ITRA heralds new era for trail running

Massive growth of the activity is predicted by ITRA president, who warns the sport is at a crossroads

Race to the King

by Paul Halford |

Pic: UK events such as the Race to the King have helped increase the popularity of trail running in recent years (credit: organisers)

Trail running is entering a new phase globally as the rapidly growing sport faces decisions on its future direction, the president of the International Trail Running Association has said.

Bob Crowley's extensive "Trail Running Report" notes an annual 12% growth in the number of participants over the last 15 years, currently 20 million worldwide.

“I believe the future of trail running is bright,” he writes. “But we must be diligent in preserving our community and the values upon which it is built. We are at a crossroads in trail running."

Crowley believes trail running is a critical juncture, labelling 2020 the start of "trail running 2.0".

He says the sport is on the brink of further mass expansion with more interest from commercial brand and race organisers. However, the evolution of the trail running could lead to a diversion from its initial values.

He continues: "What will become of our hard earned and beloved community? Will the foundational values upon which we were raised and our community rests prevail, or will they be diluted or worst, disappear?"

ITRA says 77% of its participants are male but notes that it has seen increase in female runners in the last five years, predicting a further narrowing of the gender gap in the near future.

The report states: "Women love trail running and their innate determination, pain tolerance and embracing community provide a promising foundation for the future.
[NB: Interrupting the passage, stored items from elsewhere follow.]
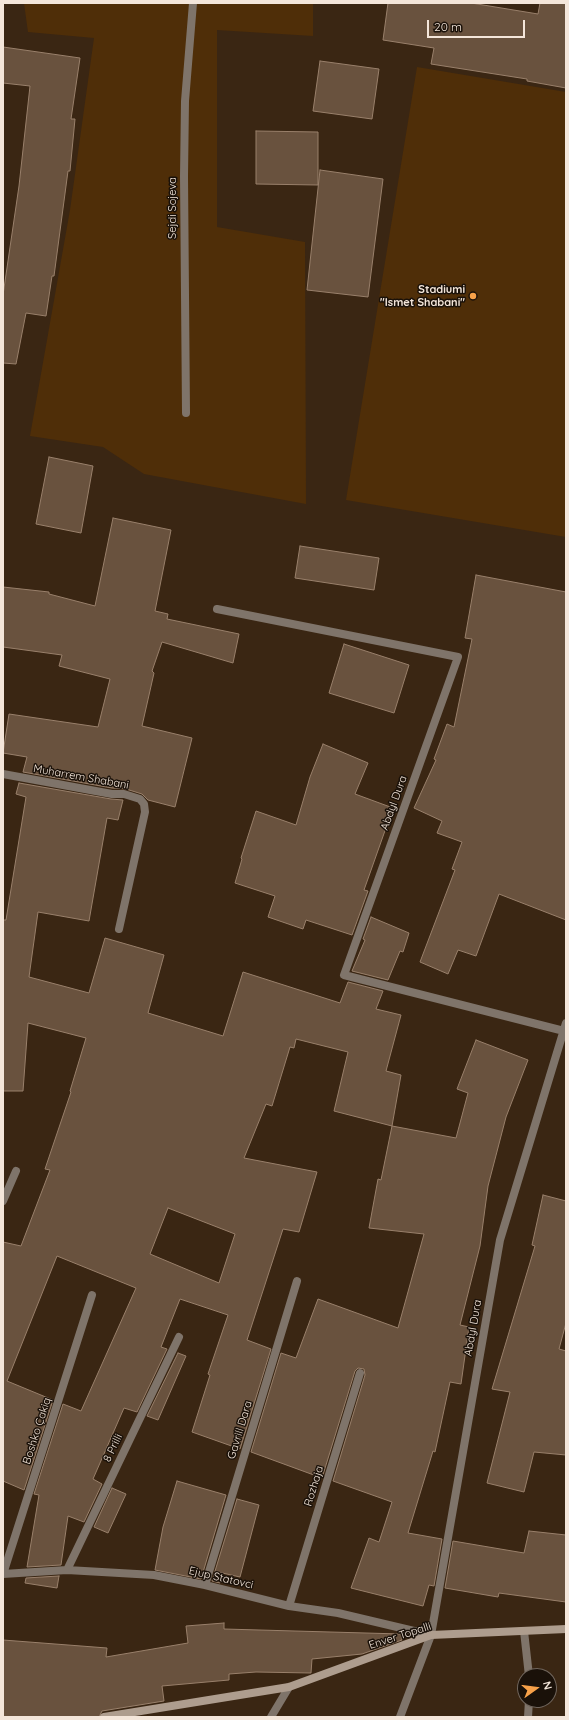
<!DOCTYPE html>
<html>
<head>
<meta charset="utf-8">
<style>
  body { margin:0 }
  #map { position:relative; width:569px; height:1720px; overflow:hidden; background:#3a2613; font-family:Quicksand,sans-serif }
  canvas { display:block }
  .frame { position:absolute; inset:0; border:4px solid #f4e6da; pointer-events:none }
  .north { position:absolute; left:517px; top:1668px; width:40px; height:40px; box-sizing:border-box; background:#1a1109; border:1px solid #71665d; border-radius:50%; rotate:76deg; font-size:11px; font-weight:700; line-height:16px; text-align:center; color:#f4e6da }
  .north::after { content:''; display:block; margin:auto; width:14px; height:18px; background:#f7a149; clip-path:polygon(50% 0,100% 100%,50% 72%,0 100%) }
  .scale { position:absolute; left:427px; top:20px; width:98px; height:18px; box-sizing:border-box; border:2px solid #f4e6da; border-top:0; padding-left:5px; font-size:12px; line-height:14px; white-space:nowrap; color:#f4e6da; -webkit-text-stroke:3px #1a1109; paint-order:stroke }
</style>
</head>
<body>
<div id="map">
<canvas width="569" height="1720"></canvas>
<div class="frame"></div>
<div class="north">N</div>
<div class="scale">20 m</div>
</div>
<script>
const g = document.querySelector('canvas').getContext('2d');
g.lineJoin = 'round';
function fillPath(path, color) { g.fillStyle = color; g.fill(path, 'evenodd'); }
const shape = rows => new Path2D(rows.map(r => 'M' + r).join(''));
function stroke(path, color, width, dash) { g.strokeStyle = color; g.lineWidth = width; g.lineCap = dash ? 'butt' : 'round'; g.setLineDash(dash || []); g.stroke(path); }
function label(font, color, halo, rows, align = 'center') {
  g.font = font + ' Quicksand,sans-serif'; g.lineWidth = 3; g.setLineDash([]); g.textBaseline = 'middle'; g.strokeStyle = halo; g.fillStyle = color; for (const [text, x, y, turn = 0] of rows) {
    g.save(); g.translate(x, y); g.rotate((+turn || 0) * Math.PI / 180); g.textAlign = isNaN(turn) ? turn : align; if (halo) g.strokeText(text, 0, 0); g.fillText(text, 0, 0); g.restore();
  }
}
const green = shape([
  [24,3,313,3,313,36,217,30,217,227,305,242,306,504,144,474,103,447,30,436,70,210,94,38,28,32],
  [417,67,566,92,566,537,346,500]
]);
const building = shape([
  [388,3,471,3,538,14,540,3,566,3,566,88,527,81,527,79,431,64,434,48,383,40,388,3],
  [3,47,80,58,71,119,75,119,70,171,68,171,54,276,52,276,46,316,26,313,16,364,3,363,3,295,19,186,30,86,3,83,3,47],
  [320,61,379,69,372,119,313,111,320,61],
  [256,131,318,132,318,185,256,184,256,131],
  [320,170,383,179,368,297,307,290,320,170],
  [49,457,93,466,81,533,36,524,49,457],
  [113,518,171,530,155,611,168,614,167,619,239,634,233,663,162,642,152,671,154,673,142,726,192,738,175,807,148,800,142,794,126,789,112,788,23,772,27,757,3,753,9,714,98,727,110,679,59,666,62,655,3,647,3,587,49,592,49,594,95,606,113,518],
  [300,546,379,558,374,590,295,578,300,546],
  [476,575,566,592,566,920,499,894,476,956,458,950,448,974,420,962,455,870,452,869,462,842,437,833,442,821,414,808,436,760,434,759,447,724,454,727,472,639,465,638,476,575],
  [344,644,409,665,394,713,329,693,344,644],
  [323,744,368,763,355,794,393,808,364,890,368,891,352,935,306,920,303,929,268,917,275,896,235,883,242,859,241,858,256,811,296,825,310,777,323,744],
  [19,783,111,799,123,800,118,820,107,818,89,921,38,912,29,977,89,993,105,938,164,955,148,1013,223,1036,243,972,340,1003,348,982,383,991,376,1009,401,1015,386,1071,401,1075,392,1126,334,1111,348,1052,296,1039,294,1048,290,1047,272,1106,266,1104,244,1158,317,1172,299,1232,283,1229,247,1340,271,1349,240,1449,192,1432,210,1375,208,1374,228,1315,180,1299,161,1347,167,1349,137,1412,124,1408,93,1479,102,1484,84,1522,68,1516,61,1565,27,1567,39,1495,34,1494,63,1404,81,1411,136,1288,57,1256,7,1381,53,1400,24,1490,3,1481,3,1242,21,1246,50,1170,45,1169,71,1092,70,1091,86,1038,28,1023,23,1091,3,1091,3,920,6,920,26,797,16,794,19,783],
  [168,1208,235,1234,219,1283,150,1254,168,1208],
  [371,917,409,933,403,952,400,951,388,980,352,971,365,940,363,939,371,917],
  [476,1040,528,1060,506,1117,488,1186,480,1246,460,1325,469,1327,461,1384,450,1382,435,1452,433,1451,408,1533,442,1539,434,1586,429,1585,423,1606,351,1588,369,1538,379,1542,392,1502,333,1481,365,1375,364,1369,358,1368,355,1371,322,1478,251,1452,281,1353,296,1358,318,1299,398,1328,424,1234,369,1228,378,1179,381,1180,392,1126,456,1138,468,1093,457,1089,476,1040],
  [543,1195,566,1201,566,1323,559,1349,566,1351,566,1455,534,1452,524,1492,487,1483,510,1392,492,1389,535,1246,532,1245,543,1195],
  [178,1353,186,1356,158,1420,147,1416,178,1353],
  [177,1481,226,1495,201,1579,155,1570,163,1527,177,1481],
  [112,1488,126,1494,108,1533,94,1527,112,1488],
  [237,1499,259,1505,240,1577,218,1572,220,1583,212,1581,237,1499],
  [529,1531,566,1535,566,1602,499,1593,498,1597,445,1588,453,1541,524,1553,529,1531],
  [59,1576,57,1588,25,1583,26,1578,59,1576],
  [224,1623,224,1629,401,1634,402,1640,362,1654,312,1659,311,1673,256,1672,229,1674,229,1680,162,1686,164,1701,102,1711,99,1717,3,1717,3,1640,107,1648,106,1657,188,1643,186,1626,224,1623]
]);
const street = shape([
  [186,413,184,176,185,101,193,3],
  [217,609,458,657,344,975,564,1031],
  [3,774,112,794,124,794,140,799,144,804,145,812,119,929],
  [3,1201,16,1171],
  [67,1570,179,1337],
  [3,1574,67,1570,154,1575,205,1585,289,1606,338,1613,431,1635],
  [3,1574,92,1295],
  [205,1585,297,1281],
  [289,1606,360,1373],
  [524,1631,529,1676],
  [271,1717,289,1687],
  [400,1717,431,1635,500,1240,566,1023],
  [528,1717,529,1700]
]);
const secondary = shape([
  [104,1717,289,1687,431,1635,566,1629]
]);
const markers = [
  [473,296,4,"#f7a149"]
];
const streetNames = [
  ["Sejdi Sojeva",173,208,-90],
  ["Muharrem Shabani",81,777,10],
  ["Abdyl Dura",394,803,-70],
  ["Abdyl Dura",473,1328,-80],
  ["Gavrill Dara",240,1430,-73],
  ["Boshko Çakiq",37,1431,-72],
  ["8 Prilli",113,1448,-64],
  ["Rozhaja",314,1486,-73],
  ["Ejup Statovci",221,1578,13],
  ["Enver Topalli",400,1636,-18]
];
const poiNames = [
  ["Stadiumi",465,290],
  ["\"Ismet Shabani\"",465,303]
];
fillPath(green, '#4f2e08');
fillPath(building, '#69523e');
stroke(building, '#99806b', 1);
stroke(street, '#7f746a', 8);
stroke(secondary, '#ae9d8e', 8);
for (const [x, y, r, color] of markers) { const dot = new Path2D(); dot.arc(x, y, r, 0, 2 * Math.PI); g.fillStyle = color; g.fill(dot); stroke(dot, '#1a1109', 1.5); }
label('11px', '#f4e6da', '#1a1109', streetNames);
label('bold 11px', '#f4e6da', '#1a1109', poiNames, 'right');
</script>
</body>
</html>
It’s about time."

The average age of runners is dropping, currently at 40. The ITRA's performance database ranks 1.8 million runners, who have competed in some of the 10,000 races around the world.

Crowley says more can be done to make trail running more diverse and environmentally friendly and to make the trails safer.

In addition, the report raises the idea of trail running becoming an Olympic sport one day as "possible", though admitting the journey to that status would be long. "As the participation in and popularity of trail running continues to grow, the quality and quantity of elite competitors improves and the World Champions increase country participation, the odds improve."